February 19, 2008
When I started these fillips, I was aware that I courted severe misinterpretations in advocating privacy rights. My domain of expertise relates to data rights, not to Roe v. Wade (1). I have used the term eprivacy to stress the distinction.
Almost two years have elapsed and my earlier position seems no longer justified. In our Western Society, the border between persons and personal data is crumbling. Persons run the risk to be reduced to data while the existence of personal data presupposes the existence of a person (2).
Does it mean I have suddenly become an expert in bioethics? What about other data privacy "experts"? I shudder at the thought so-called privacy policy writers would reuse their templates to craft ethics statements for healthcare providers. "We promise to do absolutely no harm to you... except when it benefits our corporate affiliates and research partners. We further reserve the right to update this policy at any time."
If my expertise has not changed then, what has? The urgency to recognize and articulate the links between data privacy and personal privacy. Within this united area, laws must be consistent lest they become arbitrary. Three points sum up the experience gained from studying data rights.
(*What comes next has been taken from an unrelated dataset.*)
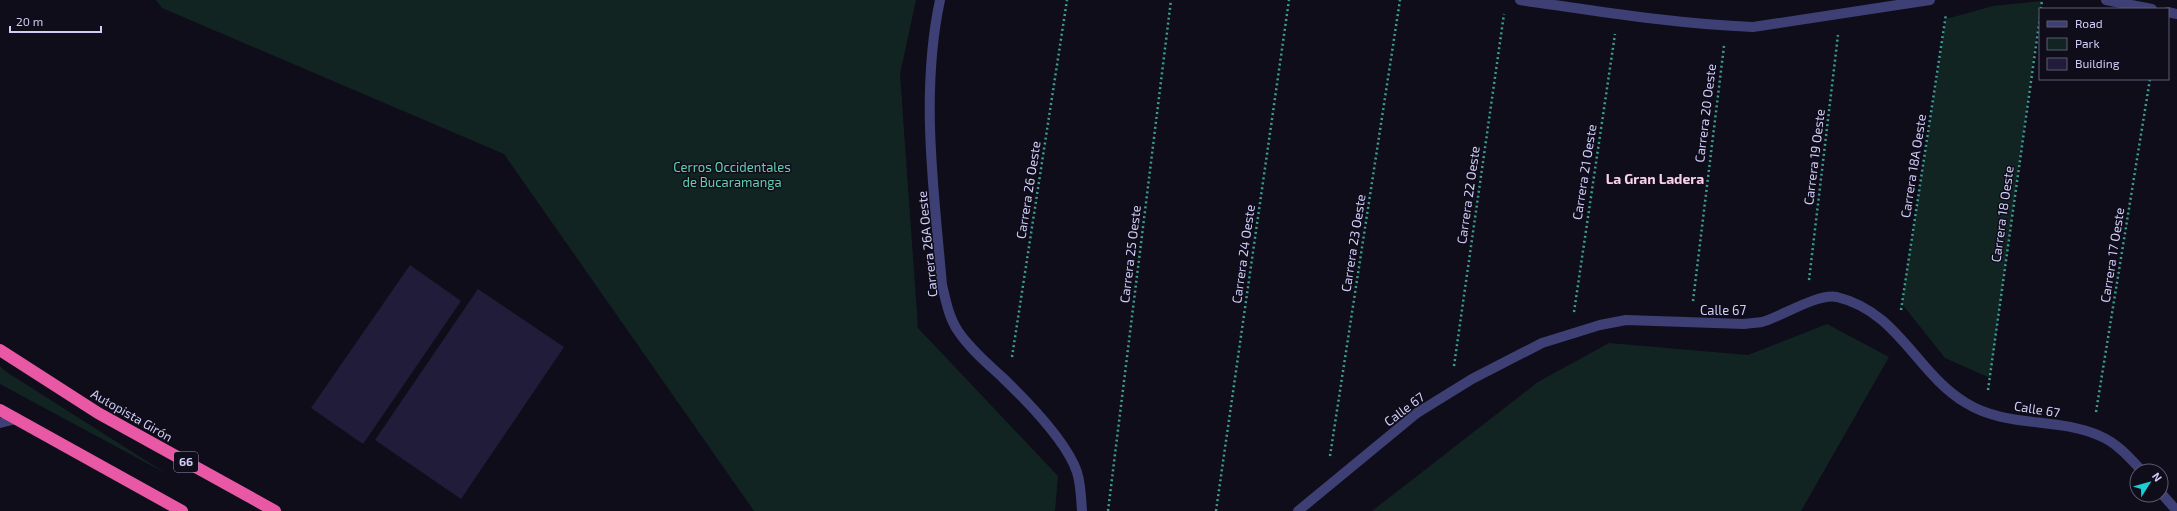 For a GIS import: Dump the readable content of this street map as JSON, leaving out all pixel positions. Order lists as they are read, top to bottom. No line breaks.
{"streets":{"highway":["Autopista Girón","66"],"street":["Carrera 26A Oeste","Calle 67"],"path":["Carrera 20 Oeste","Carrera 19 Oeste","Carrera 18A Oeste","Carrera 21 Oeste","Carrera 26 Oeste","Carrera 22 Oeste","Carrera 18 Oeste","Carrera 23 Oeste","Carrera 25 Oeste","Carrera 24 Oeste","Carrera 17 Oeste"]},"crossings":[["Carrera 20 Oeste","Calle 67"],["Carrera 19 Oeste","Calle 67"],["Carrera 18A Oeste","Calle 67"],["Carrera 21 Oeste","Calle 67"],["Carrera 26 Oeste","Carrera 26A Oeste"],["Carrera 22 Oeste","Calle 67"],["Carrera 18 Oeste","Calle 67"],["Carrera 23 Oeste","Calle 67"],["Carrera 17 Oeste","Calle 67"]],"districts":["La Gran Ladera"],"parks":["Cerros Occidentales de Bucaramanga"],"legend":["Road","Park","Building"],"scale_bar":"20 m","north":"top right"}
First current laws are made obsolete by recent technical advances. Who would doubt the influence of imaging technologies in the recent decision of the French Superior Court to allow fetuses to receive posthumous civil recognition, reported by Delphine de Mallevoüe (*)? Wasn't her article illustrated by the echography of a 20 week old fetus? In addressing the need for new laws, a task both necessary and difficult, one should ask two questions. "What current balance has been upset by technological change" and "what new balance" to seek.
Whether in information processing or biotechnology, one major effect of new technology is to create the potential for assigning large economic gains to third parties from the exploitation of powerless sources. Nothing can be more disruptive than such economic imbalances. Three centuries ago African populations were mined for their labor (3). Today Internet users are mined for their data and embryos for their stem-cells.
Second one must understand how laws are made in a pronaocracy. As privacy includes the ownership of valuable rights, interested third parties will push the legislator either to deny any economic value to the resource extracted from the owner, to accept the owner's forced consent at face value or to deny legal existence to the owner altogether. If an embryo has no value, gives consent by default or is not a living human being, where is the harm?
Third privacy leads inevitably to issues about identity. Can law consistently avoid defining what is a living human being, however charged this question may be? It is for other experts to debate its moral and scientific implications. See for instance the contributions of Emmanuel Hirsch (**), apropos the French court decision above mentioned, and William Saletan (***), in his review of a book by Robert P. George and Christopher Tollefsen (4).
For my part, I reserve the right to consider cloning from the perspective of copyright law.
Philippe Coueignoux
- (*) ....... Etat civil pour le foetus: la polémique s'installe, by Delphine de Mallevoüe (Le Figaro) - February 8, 2008
- (**) .... La dignité humaine ne se quantifie pas de manière scientifique, by Emmanuel Hirsch (Le Figaro) - February 12, 2008
- (***) .. Little Children, by William Saletan (New-York Times) - February 10, 2008
- (1) see Roe v. Wade in wikipedia.
- (2) for a learned discussion, see privacy in the Stanford Encyclopedia of Philosophy.
- (3) see the Atlantic slave trade in wikipedia.
- (4) Embryo, A Defense of Human Life, by Robert P. George and Christopher Tollefsen (Doubleday) - 2008, 242pages.